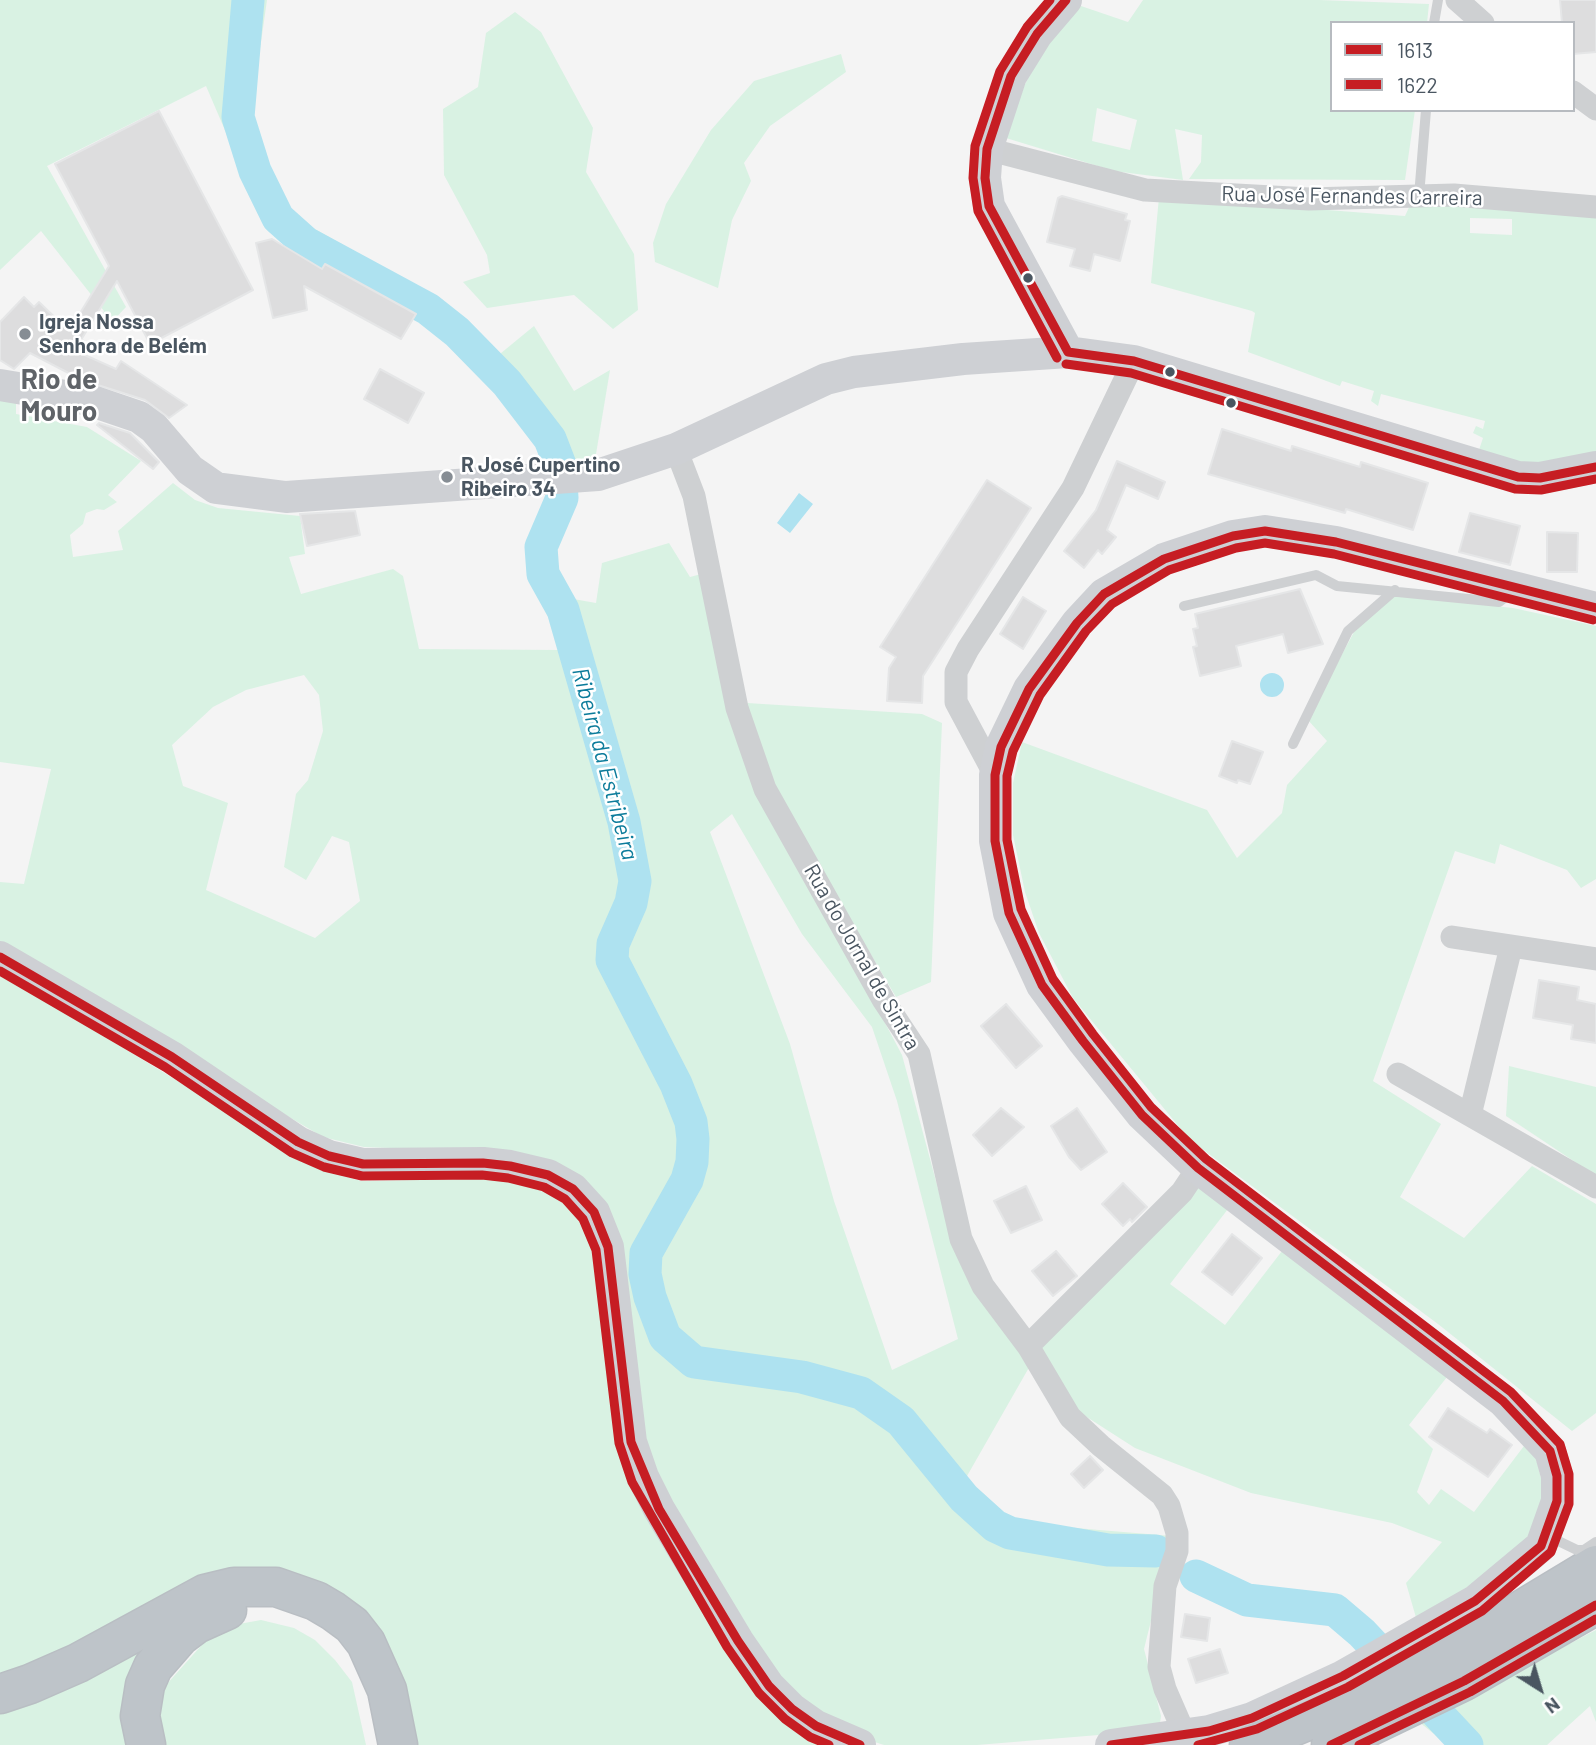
<!DOCTYPE html>
<html>
<head>
<meta charset="utf-8">
<style>
	body { margin:0 }
	#map { position:relative; width:1596px; height:1745px; overflow:hidden; background:#f4f4f4; font-family:Barlow,sans-serif }
	canvas { display:block }
	.legend { position:absolute; left:1330px; top:21px; width:245px; height:91px; box-sizing:border-box; background:#fff; border:2px solid #b7bbc0; margin:0; padding:9px 12px; list-style:none; font-size:21px; color:#4a5661 }
	.legend li { display:flex; align-items:center; gap:14px; height:35px }
	.legend b { width:35px; border:2px solid #b7bbc0 }
	.north { position:absolute; left:1505px; top:1654px; width:70px; height:70px; -webkit-text-stroke:5px #fff; paint-order:stroke; rotate:143deg; font-size:19px; font-weight:700; line-height:28px; text-align:center; color:#4a5661 }
	.north::after { content:''; display:block; margin:auto; width:24px; height:32px; background:#4a5661; clip-path:polygon(50% 0,100% 100%,50% 72%,0 100%) }
</style>
</head>
<body>
<div id="map">
<canvas width="1596" height="1745"></canvas>
<ul class="legend">
<li><b style="height:9px;background:#c61d23"></b>1613</li>
<li><b style="height:9px;background:#c61d23"></b>1622</li>
</ul>
<div class="north">N</div>
</div>
<script>
const ctx = document.querySelector('canvas').getContext('2d');
ctx.lineJoin = 'round';
function fillPath(path, color) { ctx.fillStyle = color; ctx.fill(path, 'evenodd'); }
const toPath = rows => new Path2D(rows.map(r => 'M' + r).join(''));
function trace(path, color, width, dash) { ctx.strokeStyle = color; ctx.lineWidth = width; ctx.lineCap = dash ? 'butt' : 'round'; ctx.setLineDash(dash || []); ctx.stroke(path); }
function drawText(font, color, halo, rows, align = 'center') {
  ctx.font = font + ' Barlow,sans-serif'; ctx.lineWidth = 5; ctx.setLineDash([]); ctx.textBaseline = 'middle'; ctx.strokeStyle = halo; ctx.fillStyle = color; for (const [text, x, y, turn = 0] of rows) {
    ctx.save(); ctx.translate(x, y); ctx.rotate((+turn || 0) * Math.PI / 180); ctx.textAlign = isNaN(turn) ? turn : align; if (halo) ctx.strokeText(text, 0, 0); ctx.fillText(text, 0, 0); ctx.restore();
  }
}
fillPath(toPath([
	[0,0,267,0,251,112,271,189,290,215,418,287,495,358,534,326,574,391,610,370,595,460,551,466,541,443,489,377,432,323,275,237,264,221,206,86,47,166,126,307,107,327,98,325,104,311,41,231,0,270],
	[1143,0,1319,0,1429,4,1427,23,1332,23,1332,110,1415,110,1405,180,1189,179,1201,162,1202,135,1175,129,1183,180,1114,171,1006,138,1024,86,1046,46,1081,6,1128,22],
	[1097,108,1137,120,1130,150,1092,141],
	[515,12,541,32,593,128,586,172,634,254,638,310,613,329,574,295,487,308,463,282,490,273,487,255,444,175,443,109,478,87,486,33],
	[841,54,846,72,770,126,744,163,751,181,732,220,718,288,655,262,653,243,666,204,711,130,754,81],
	[1159,197,1405,216,1412,201,1596,213,1596,453,1531,467,1478,453,1483,438,1473,433,1476,426,1483,429,1485,421,1381,394,1378,406,1371,401,1374,391,1342,381,1340,386,1248,352,1255,313,1252,311,1151,283],
	[1470,218,1512,219,1512,235,1470,233],
	[0,395,16,396,16,414,87,427,141,461,108,495,117,502,104,510,97,509,86,513,83,524,70,535,73,557,123,550,118,531,173,483,195,500,218,508,300,516,305,554,289,557,301,594,393,569,403,576,419,649,559,650,537,550,556,492,577,491,550,551,562,597,596,603,602,563,669,543,690,577,701,574,730,703,848,953,902,1055,954,1248,1031,1364,963,1483,994,1514,1015,1523,1172,1536,1144,1649,1161,1716,1159,1730,977,1745,884,1745,862,1738,784,1691,647,1466,615,1241,520,1153,364,1147,323,1137,0,947,0,882,24,884,51,769,0,762],
	[304,675,319,695,323,731,308,780,296,794,284,867,306,880,332,836,349,842,360,901,315,938,206,890,228,803,183,786,172,745,213,707,246,690],
	[732,814,802,934,872,1027,897,1101,958,1339,892,1370,834,1201,790,1044,710,832],
	[1394,595,1513,608,1596,626,1596,879,1581,888,1567,870,1500,844,1495,864,1455,851,1373,1081,1441,1124,1400,1197,1464,1238,1532,1166,1596,1204,1596,1413,1572,1431,1438,1324,1190,1140,1073,998,1039,933,1025,892,1013,835,1013,783,1022,742,1207,810,1237,858,1282,813,1287,785,1327,741,1307,719,1354,632],
	[747,703,922,714,942,723,931,982,896,997,768,781],
	[0,973,324,1170,361,1181,511,1178,555,1192,583,1219,598,1262,614,1415,802,1735,820,1745,409,1745,404,1703,291,1577,0,1682],
	[1509,1066,1596,1087,1596,1176,1506,1116],
	[1198,1181,1228,1209,1170,1284,1225,1325,1282,1251,1447,1377,1409,1425,1433,1449,1417,1492,1429,1505,1441,1489,1474,1512,1527,1442,1534,1450,1545,1494,1531,1532,1516,1554,1417,1621,1406,1583,1442,1542,1392,1523,1251,1493,1135,1448,1079,1412,1039,1349],
	[185,1614,134,1745,0,1745,0,1706],
	[261,1620,294,1628,315,1640,335,1660,352,1682,366,1745,163,1745,157,1727,158,1694,217,1628],
	[1596,1630,1596,1722,1590,1706,1547,1745,1448,1745,1419,1722]
]), '#d9f2e3');
fillPath(toPath([
	[799,493,813,504,790,533,777,523],
	'1260 685a12 12 0 1 1 24 0a12 12 0 1 1-24 0Z'
]), '#aee2f0');
trace(toPath([
	[248,0,238,117,255,171,278,218,306,243,428,309,457,332,507,383,550,439,560,465,562,498,541,547,543,574,563,610,624,822,635,881,631,903,613,944,612,960,676,1084,691,1122,693,1139,692,1162,687,1180,646,1253,645,1274,650,1297,665,1337,694,1362,802,1377,861,1393,901,1421,964,1498,995,1526,1010,1533,1108,1550,1156,1551],
	[1196,1576,1247,1600,1335,1610,1362,1633,1467,1745]
]), '#aee2f0', 33);
const building = toPath([
	[1560,0,1596,0,1596,52,1573,54,1573,23,1562,23,1560,0],
	[159,111,253,290,150,344,117,281,81,340,84,341,78,352,116,369,121,361,187,405,169,418,145,400,82,380,30,353,14,369,0,360,0,322,24,297,34,307,39,302,69,331,109,266,55,164,159,111],
	[1062,196,1127,214,1125,220,1130,221,1120,261,1094,254,1090,271,1070,266,1075,249,1047,242,1058,198,1062,196],
	[272,239,322,269,325,264,416,314,401,339,304,286,307,310,273,318,256,243,272,239],
	[380,369,424,393,408,423,364,399,380,369],
	[99,423,130,433,159,462,153,469,97,425,99,423],
	[1222,429,1291,451,1292,446,1360,467,1361,462,1428,483,1413,530,1346,509,1345,513,1208,474,1222,429],
	[1117,461,1165,482,1158,499,1126,485,1107,530,1116,537,1102,554,1098,550,1084,568,1064,551,1096,510,1117,461],
	[987,480,1031,508,923,676,922,703,887,701,889,668,896,657,880,647,987,480],
	[355,511,360,535,307,546,300,514,355,511],
	[1470,513,1520,526,1510,565,1459,552,1470,513],
	[1547,532,1578,533,1577,572,1547,572,1547,532],
	[1300,589,1323,644,1288,653,1283,634,1236,646,1241,666,1200,676,1193,647,1197,646,1193,629,1198,628,1195,614,1300,589],
	[1023,597,1046,611,1023,649,1000,634,1023,597],
	[1232,741,1263,752,1250,784,1238,780,1237,783,1219,776,1232,741],
	[1539,980,1579,987,1577,1000,1596,1004,1596,1043,1571,1039,1573,1025,1533,1018,1539,980],
	[1006,1004,1042,1046,1016,1068,981,1026,1006,1004],
	[1001,1108,1024,1127,992,1156,973,1135,1001,1108],
	[1077,1108,1107,1152,1081,1170,1069,1157,1051,1126,1077,1108],
	[1123,1183,1147,1207,1132,1222,1130,1219,1123,1226,1102,1204,1123,1183],
	[1026,1186,1042,1220,1011,1233,994,1201,1026,1186],
	[1232,1234,1262,1258,1232,1295,1202,1272,1232,1234],
	[1056,1251,1077,1276,1053,1296,1032,1271,1056,1251],
	[1448,1408,1487,1433,1490,1429,1512,1445,1488,1477,1429,1437,1448,1408],
	[1090,1456,1103,1470,1084,1488,1071,1474,1090,1456],
	[1185,1614,1210,1618,1207,1641,1181,1637,1185,1614],
	[1220,1649,1228,1673,1196,1683,1188,1659,1220,1649]
]);
fillPath(building, '#ddddde');
trace(building, '#e5e6e7', 2);
const highway = toPath([
	[0,1694,30,1684,78,1663,205,1594,234,1587,276,1587,316,1601,333,1611,352,1625,366,1643,387,1690,398,1745],
	[146,1745,140,1716,145,1685,153,1667,180,1636,196,1624,227,1610],
	[1249,1745,1355,1701,1450,1653,1596,1565],
	[1331,1745,1464,1681,1596,1605]
]);
trace(highway, '#b9bec3', 41);
trace(toPath([
	[1434,23,1438,0],
	[1419,196,1426,110],
	[1184,606,1316,575,1337,586,1499,602,1512,592],
	[1293,744,1348,631,1395,590],
	[1548,1536,1577,1550,1584,1550,1596,1542]
]), '#ced0d2', 10);
trace(toPath([
	[1457,0,1483,23],
	[1573,92,1596,109],
	[987,149,1145,190,1309,199,1454,195,1596,207],
	[676,449,694,496,737,708,765,789,884,1001,919,1054,961,1239,983,1286,1028,1346,1070,1417,1101,1446,1162,1495,1169,1506,1177,1533,1177,1551,1165,1586,1159,1667,1165,1689,1185,1735],
	[995,775,956,702,956,672,968,649,1073,488,1134,361],
	[1452,937,1596,959],
	[1398,1074,1596,1187],
	[1470,1115,1511,947],
	[1028,1346,1182,1192,1198,1168]
]), '#ced0d2', 23);
trace(toPath([
	[1066,0,1037,34,1011,76,987,149,985,178,989,206,1068,352],
	[0,385,89,400,139,417,154,428,190,470,216,488,286,497,598,475,676,449,826,379,854,372,963,359,1068,352,1134,361,1518,477,1540,478,1596,467],
	[0,957,172,1057,298,1142,329,1156,363,1164,483,1163,510,1166,548,1175,573,1189,594,1212,608,1247,631,1442,643,1477,659,1509,738,1641,769,1686,792,1709,816,1726,860,1745],
	[1111,1745,1209,1731,1252,1718,1343,1676,1475,1601,1541,1546,1557,1501,1557,1476,1550,1451,1503,1401,1198,1168,1142,1115,1083,1041,1042,985,1009,913,995,841,995,775,1001,747,1029,689,1077,623,1104,594,1164,559,1233,536,1265,531,1336,542,1596,608]
]), '#ced0d4', 32);
trace(highway, '#bec4c9', 38);
trace(toPath([
	[1066,0,1037,34,1011,76,987,149,985,178,989,206,1068,352],
	[1068,352,1134,361,1518,477,1540,478,1596,467],
	[0,957,172,1057,298,1142,329,1156,363,1164,483,1163,510,1166,548,1175,573,1189,594,1212,608,1247,631,1442,659,1509,738,1641,769,1686,792,1709,816,1726,860,1745],
	[1111,1745,1209,1731,1252,1718,1343,1676,1475,1601,1541,1546,1557,1501,1557,1476,1550,1451,1503,1401,1198,1168,1142,1115,1083,1041,1042,985,1009,913,995,841,995,775,1001,747,1029,689,1077,623,1104,594,1164,559,1233,536,1265,531,1336,542,1596,608],
	[1331,1745,1464,1681,1596,1605]
]), '#c61d23', 9);
trace(toPath([
	[1050,0,1027,27,1000,71,975,146,973,178,978,211,1057,358],
	[1066,364,1131,373,1515,489,1541,490,1596,479],
	[0,971,165,1067,292,1153,324,1167,362,1176,482,1175,508,1178,544,1187,565,1199,583,1219,596,1250,619,1443,632,1482,727,1647,759,1693,785,1719,810,1737,829,1745],
	[1198,1745,1257,1729,1348,1687,1482,1611,1551,1552,1569,1504,1569,1474,1560,1444,1511,1392,1206,1159,1151,1107,1093,1034,1053,979,1021,909,1007,840,1007,776,1013,751,1040,695,1086,631,1112,604,1169,570,1236,548,1265,543,1334,554,1593,620],
	[1359,1745,1470,1692,1596,1619]
]), '#c61d23', 9);
for (const [x, y, r, color] of [
	[1028,278,6,"#4a5661"],
	[25,334,7,"#868d94"],
	[1170,372,6,"#4a5661"],
	[1231,403,6,"#4a5661"],
	[447,477,7,"#868d94"]
]) { const dot = new Path2D(); dot.arc(x, y, r, 0, 2 * Math.PI); ctx.fillStyle = color; ctx.fill(dot); trace(dot, '#fff', 2.5); }
drawText('21px', '#4a5661', '#fff', [
	["Rua José Fernandes Carreira",1352,196,1],
	["Rua do Jornal de Sintra",862,957,60]
]);
drawText('bold 21px', '#4a5661', '#fff', [
	["Igreja Nossa",39,322],
	["Senhora de Belém",39,346],
	["R José Cupertino",461,465],
	["Ribeiro 34",461,489]
], 'left');
drawText('italic 23px', '#0c7c9b', '#fff', [
	["Ribeira da Estribeira",605,764,75]
]);
drawText('bold 28px', '#5f6368', '#fff', [
	["Rio de",59,380],
	["Mouro",59,412]
]);
</script>
</body>
</html>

^^^^^^^^

**Work required:**
Could you give the number of lines in the entries that contain the string "fillStyle"? Only the number, please.

**Output of the exercise:**
3